We believe the work of Martínez et al. to be highly pertinent, for us, once again, reflecting the necessity of uniform recommendations for our patients, independent of the environment and of the professional by whom they are treated, based on the best possible scientific evidence, both for the diagnosis, as well as for the indication of treatment and most appropriate therapeutic option at that particular time.
1. Arana-Arri E Gutiérrez-Ibarluzea I, Gutiérrez Ibarzaba ML, Ortueta Chamorro P, Giménez Robredo A I, Sánchez Mata AM, et al. Análisis comparativo frente a la evidencia del manejo de la osteoporosis en una comarca de atención primaria.
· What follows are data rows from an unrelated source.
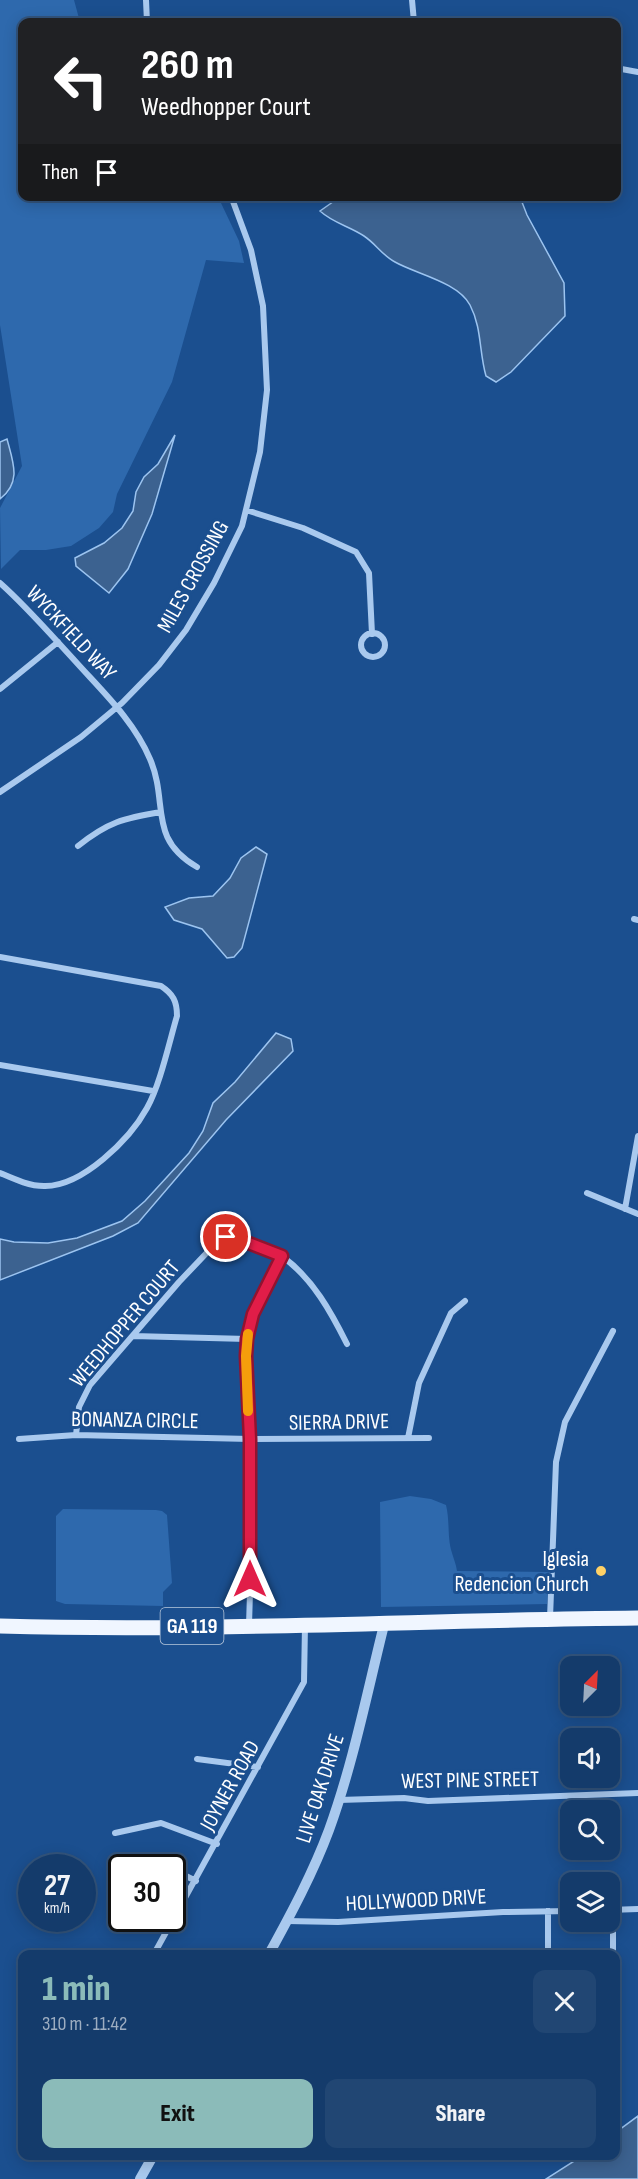 <!DOCTYPE html>
<meta charset="utf-8">
<style>
body{margin:0;font-family:"Sofia Sans Condensed",sans-serif;background:#214673;color:#f1f3f6;height:100vh;display:flex;flex-direction:column;font-size:22px;white-space:nowrap}
*{box-sizing:border-box;margin:0}
p{font-size:20px;color:#9dadc1}
.icon{flex:none;width:33px;height:33px;fill:none;stroke:currentColor;stroke-width:2;stroke-linecap:round;stroke-linejoin:round}
.map{position:relative;flex:1;overflow:hidden}
.panel{position:absolute;left:18px;top:1950px;width:602px;height:210px;display:flex;flex-direction:column;background:#143b6b;border-radius:12px;box-shadow:0 3px 15px #0003,0 0 0 2px #33557e}
.panel>*{flex:none}
.top-card{position:absolute;left:18px;top:18px;width:603px;height:183px;border-radius:12px;box-shadow:0 3px 15px #0003,0 0 0 2px #33557e;background:#202124;color:#fff;overflow:hidden}
.needle{width:39px;rotate:24deg}
.controls{position:absolute;left:560px;top:1656px;display:grid;gap:12px}
.controls a{display:grid;place-items:center;width:60px;height:60px;border-radius:12px;background:#143b6b;box-shadow:0 3px 15px #0003,0 0 0 2px #33557e;font-size:30px}
.speed{position:absolute;left:18px;top:1854px;display:flex;gap:12px;font-size:30px;font-weight:700;text-align:center}
.speed>*{display:grid;place-content:center;width:78px;height:78px;border-radius:50%;background:#143b6b;box-shadow:0 3px 15px #0003,0 0 0 2px #33557e;line-height:1}
.speed small{font-size:15px;font-weight:400}
.speed .limit{border:3px solid #111;border-radius:9px;background:#fff;color:#111}
.pin{position:absolute;display:grid;place-items:center;width:51px;height:51px;color:#fff;margin:-26px;border:3px solid #fff;border-radius:50%;box-shadow:0 2px 6px #0007}
.me{position:absolute;width:66px;margin:-33px;rotate:0deg;stroke-linejoin:round;filter:drop-shadow(0 0 4px #0008)}
.turn{display:flex;align-items:center;gap:21px;height:126px;padding:0 24px;font-size:27px}
.turn .icon{width:78px;height:78px;stroke-width:2.5}
.turn b{display:block;font-size:42px;line-height:51px}
.then{display:flex;align-items:center;height:57px;padding:0 24px;background:#0003;gap:12px;font-size:22px}
.round{display:grid;place-items:center;flex:none;width:63px;height:63px;border-radius:12px;background:#214673}
.head{display:flex;align-items:center;justify-content:space-between;height:102px;padding:0 24px}
h1{font-size:36px;font-weight:800;line-height:45px;color:#8bbbb9}
.button{display:flex;gap:12px;margin-top:auto;padding:12px 24px}
.button a{flex:1;height:69px;border-radius:12px;background:#8bbbb9;color:#111;font-size:24px;font-weight:800;line-height:69px;text-align:center}
.button a+a{background:#214673;color:#f1f3f6}
.map>svg:first-child{display:block}
.green{fill:#2e69ad}
.water{fill:#3c6290;stroke:#9cc4f0;stroke-width:1.5}
.lines{fill:none;stroke-linecap:round;stroke-linejoin:round}
.minor{stroke:#a9c9ee;stroke-width:6}
.tertiary{stroke:#a9c9ee;stroke-width:10}
.primary{stroke:#f0f6ff;stroke-width:15}
.route-casing{stroke:#92132f;stroke-width:15}
.route{stroke:#e11d48;stroke-width:10}
.slow{stroke:#f59e0b;stroke-width:10}
.poi-dot{fill:#ffd166;stroke:#1b4f8f;stroke-width:2}
.labels{text-anchor:middle;stroke-width:6;stroke-linejoin:round;paint-order:stroke}
.shield{fill:#1b4f8f;stroke:#bbcadd;stroke-width:1.5}
.shield-label{font-size:21px;font-weight:bold;fill:#fff}
.street-label{font-size:22px;fill:#fff;stroke:#1b4f8f}
.poi-label{font-size:22px;fill:#fff;stroke:#1b4f8f;text-anchor:end}
</style>
<div class="map">
<svg width="638" height="2179" viewBox="0 0 638 2179">
<rect width="100%" height="100%" fill="#1b4f8f"/>
<!-- green -->
<path class="green" d="M 0,0 L 74,0 L 80,22 L 22,22 L 22,196 L 175,196 L 185,200 L 221,203 L 239,241 L 244,263 L 206,260 L 172,382 L 117,494 L 113,512 L 99,528 L 71,546 L 46,550 L 20,550 L 1,569 L 0,508 L 22,466 L 0,325 Z
M 410,1496 L 431,1499 L 446,1505 C 450,1521 447,1538 452,1553 C 454,1560 456,1564 457,1571 L 549,1572 L 547,1604 L 381,1607 L 380,1502 Z
M 63,1509 L 156,1510 L 162,1511 L 167,1515 L 172,1583 L 163,1592 L 163,1606 L 65,1604 L 56,1601 L 56,1516 Z"/>
<!-- water -->
<path class="water" d="M 340,197 L 520,197 L 527,215 L 564,283 L 565,316 L 511,372 L 496,382 L 486,376 C 479,352 482,328 470,305 C 458,282 416,274 395,262 C 383,256 375,243 364,236 C 349,226 333,223 320,211 Z
M 175,435 L 152,514 L 128,569 L 109,593 L 76,566 L 75,558 L 104,543 L 122,528 L 133,511 L 136,492 L 144,477 L 158,464 Z
M 7,439 C 13,462 22,482 0,499 L 0,442 Z
M 256,847 L 267,854 L 242,948 L 234,957 L 227,958 L 202,929 L 174,920 L 165,907 L 189,898 L 213,896 L 230,878 L 241,858 Z
M 276,1033 L 291,1039 L 293,1051 L 226,1120 L 138,1223 L 113,1236 L 0,1280 L 0,1239 L 14,1242 L 48,1243 L 77,1238 L 122,1221 L 145,1201 L 189,1153 L 203,1131 L 213,1103 L 235,1082 Z
M 638,2116 L 638,2179 L 546,2179 L 582,2156 L 615,2156 L 615,2133 Z"/>
<g class="lines">
<!-- minor -->
<path class="minor" d="M 146,0 L 147,22
M 412,0 L 414,22
M 616,68 L 638,72
M 246,510 L 303,528 L 356,552 L 369,573 L 372,634
M 0,583 C 27,607 51,635 76,662 C 103,692 134,721 150,759 C 169,803 147,838 197,867
M361 645a12 12 0 1 1 24 0a12 12 0 1 1-24 0Z
M 0,689 L 58,642
M 0,792 L 81,737 L 122,703 L 159,665 L 186,630 L 214,583 L 242,526 L 260,452 L 267,390 L 263,306 L 251,250 L 231,196
M 78,846 C 108,822 124,818 161,812
M 634,919 L 638,920
M 0,957 L 161,986 C 173,994 177,1001 177,1016 C 169,1043 160,1085 147,1108 C 130,1139 82,1187 44,1186 C 29,1186 14,1179 0,1173
M 0,1065 L 153,1091
M 587,1193 L 638,1214
M 625,1209 L 638,1136
M 133,1336 L 247,1339
M 76,1435 L 79,1407 L 90,1385 L 179,1282 L 217,1242 L 226,1237 C 242,1241 270,1247 283,1257 C 313,1279 331,1312 347,1344
M 408,1438 L 419,1383 L 451,1313 L 465,1301
M 19,1439 L 76,1435 L 250,1439 L 429,1438
M 550,1618 L 556,1462 L 565,1422 L 613,1331
M 249,1625 C 251,1563 253,1499 250,1437 C 249,1404 241,1368 248,1336 C 254,1307 268,1282 282,1256
M 197,1759 L 258,1767
M 339,1800 L 404,1798 L 428,1801 L 638,1793
M 115,1833 L 161,1823 L 217,1844
M 127,1857 L 151,1861 L 169,1868
M 172,1869 L 196,1881
M 609,1910 L 638,1909
M 613,1910 L 613,1954
M 287,1921 L 338,1922 L 503,1912 L 570,1911
M 154,1954 L 304,1682 L 305,1625
M 548,1954 L 548,1911"/>
<!-- tertiary -->
<path class="tertiary" d="M 269,1954 C 291,1914 313,1873 329,1830 C 353,1764 367,1693 384,1625
M 140,2179 L 153,2156"/>
<!-- primary -->
<path class="primary" d="M 0,1626 C 213,1632 425,1620 638,1618"/>
</g>
<g class="lines">
<defs>
<path id="route" d="M 226,1237 L 246,1242 L 282,1256 L 253,1314 L 247,1339 L 246,1356 L 250,1439 L 250,1579"/>
</defs>
<!-- route casing -->
<use href="#route" class="route-casing"/>
<!-- route -->
<use href="#route" class="route"/>
<!-- slow -->
<path class="slow" d="M 248,1334 L 246,1356 L 248,1411"/>
</g>
<!-- markers -->
<circle class="poi-dot" cx="601" cy="1571" r="6"/>
<g class="labels">
<!-- shield labels -->
<rect class="shield" x="160.5" y="1608" width="63" height="36" rx="4.5"/>
<g class="shield-label">
<text x="192" y="1633">GA 119</text>
</g>
<!-- street labels -->
<g class="street-label">
<text transform="translate(192 576) rotate(-61)" y="8">MILES CROSSING</text>
<text transform="translate(72 632) rotate(47)" y="8">WYCKFIELD WAY</text>
<text transform="translate(124 1323) rotate(-50)" y="8">WEEDHOPPER COURT</text>
<text transform="translate(135 1419) rotate(1)" y="8">BONANZA CIRCLE</text>
<text transform="translate(339 1421) rotate(-1)" y="8">SIERRA DRIVE</text>
<text transform="translate(470 1779) rotate(-1)" y="8">WEST PINE STREET</text>
<text transform="translate(229 1785) rotate(-61)" y="8">JOYNER ROAD</text>
<text transform="translate(319 1788) rotate(-72)" y="8">LIVE OAK DRIVE</text>
<text transform="translate(416 1899) rotate(-3)" y="8">HOLLYWOOD DRIVE</text>
</g>
<!-- poi labels -->
<g class="poi-label">
<text x="589" y="1566">Iglesia<tspan x="589" dy="25">Redencion Church</tspan></text>
</g>
</g>
</svg>
<div class="controls">
<a><svg class="needle" viewBox="-14 -14 28 28"><path d="M0-13l5 13h-10z" fill="#e53935"/><path d="M0 13l5-13h-10z" fill="#9dadc1"/></svg></a>
<a><svg class="icon" aria-label="sound" viewBox="0 0 24 24"><path d="M4 9h4l5-4v14l-5-4H4zM17 9q2 3 0 6"/></svg></a>
<a><svg class="icon" aria-label="search" viewBox="0 0 24 24"><circle cx="10" cy="10" r="6"/><path d="M15 15l6 6"/></svg></a>
<a><svg class="icon" aria-label="layers" viewBox="0 0 24 24"><path d="M12 4l9 5-9 5-9-5zM3 14l9 5 9-5"/></svg></a>
</div>
<div class="speed"><div>27<small>km/h</small></div><div class="limit">30</div></div>
<div class="pin" style="left:226px;top:1237px;background:#d93025"><svg class="icon" aria-label="arrive" viewBox="0 0 24 24"><path d="M6 21V4h12l-3 4 3 4H6"/></svg></div>
<svg class="me" style="left:250px;top:1579px" viewBox="-20 -20 40 40"><path d="M0-17L14 15 0 8-14 15z" fill="#e11d48" stroke="#fff" stroke-width="4"/></svg>
<div class="top-card">
<div class="turn"><svg class="icon" aria-label="left" viewBox="0 0 24 24"><path d="M17 20v-9H6M10 6l-5 5 5 5"/></svg><div><b>260 m</b>Weedhopper Court</div></div>
<div class="then">Then<svg class="icon" aria-label="arrive" viewBox="0 0 24 24"><path d="M6 21V4h12l-3 4 3 4H6"/></svg></div>
</div>
<section class="panel">
<div class="head"><div><h1>1 min</h1><p>310 m · 11:42</p></div><a class="round"><svg class="icon" aria-label="close" viewBox="0 0 24 24"><path d="M6 6l12 12M18 6L6 18"/></svg></a></div>
<div class="button"><a>Exit</a><a>Share</a></div>
</section>
</div>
Aten Primaria 2008;40:549-54.
2. Amaya M, Gómez M, Martínez M y Lendínez J. Adecuación del tratamiento preventivo de fracturas osteoporóticas en mujeres posmenopáusicas. SEMERGEN – Medicina de Familia 2008;36:121-7.
3. Terol Moltó C, Quintana-Cerezal J, Santos-Albero MJ, Corell González M, Marcos Martínez P, Crespo Mateos AP. Análisis de la prescripción de antirresortivos en el tratamiento de la osteoporosis en Atención Primaria. Revista Valenciana de Medicina de Familia 2007;24:40.
4. De Felipe R, Cáceres C, Cimas M, Dávila G, Fernández S, Ruíz T. Características clínicas de los pacientes con tratamiento para la osteoporosis en un centro de Atención Primaria: ¿a quién tratamos en nuestras consultas? Aten Primaria 2010;42:559-63.
5. Zwart Salmerón M, Pradera Vilalta M, Solanas Saura P, Gonzalez Pastor C, Adalid Vilar C. Abordaje de la osteoporosis en un centro de Atención Primaria. Aten Primaria 2004;33:183-7.
6. Diez Pérez A, Guañabens Gay N, González Macías J, Jódar E, Muñoz Torres M, Fuster Jensen E. Adecuación del manejo clínico de la osteoporosis a las guías de la SEIOMM. Estudio OPINHO-PC. Rev Esp Enferm Metab Oseas 2008;17:59-65.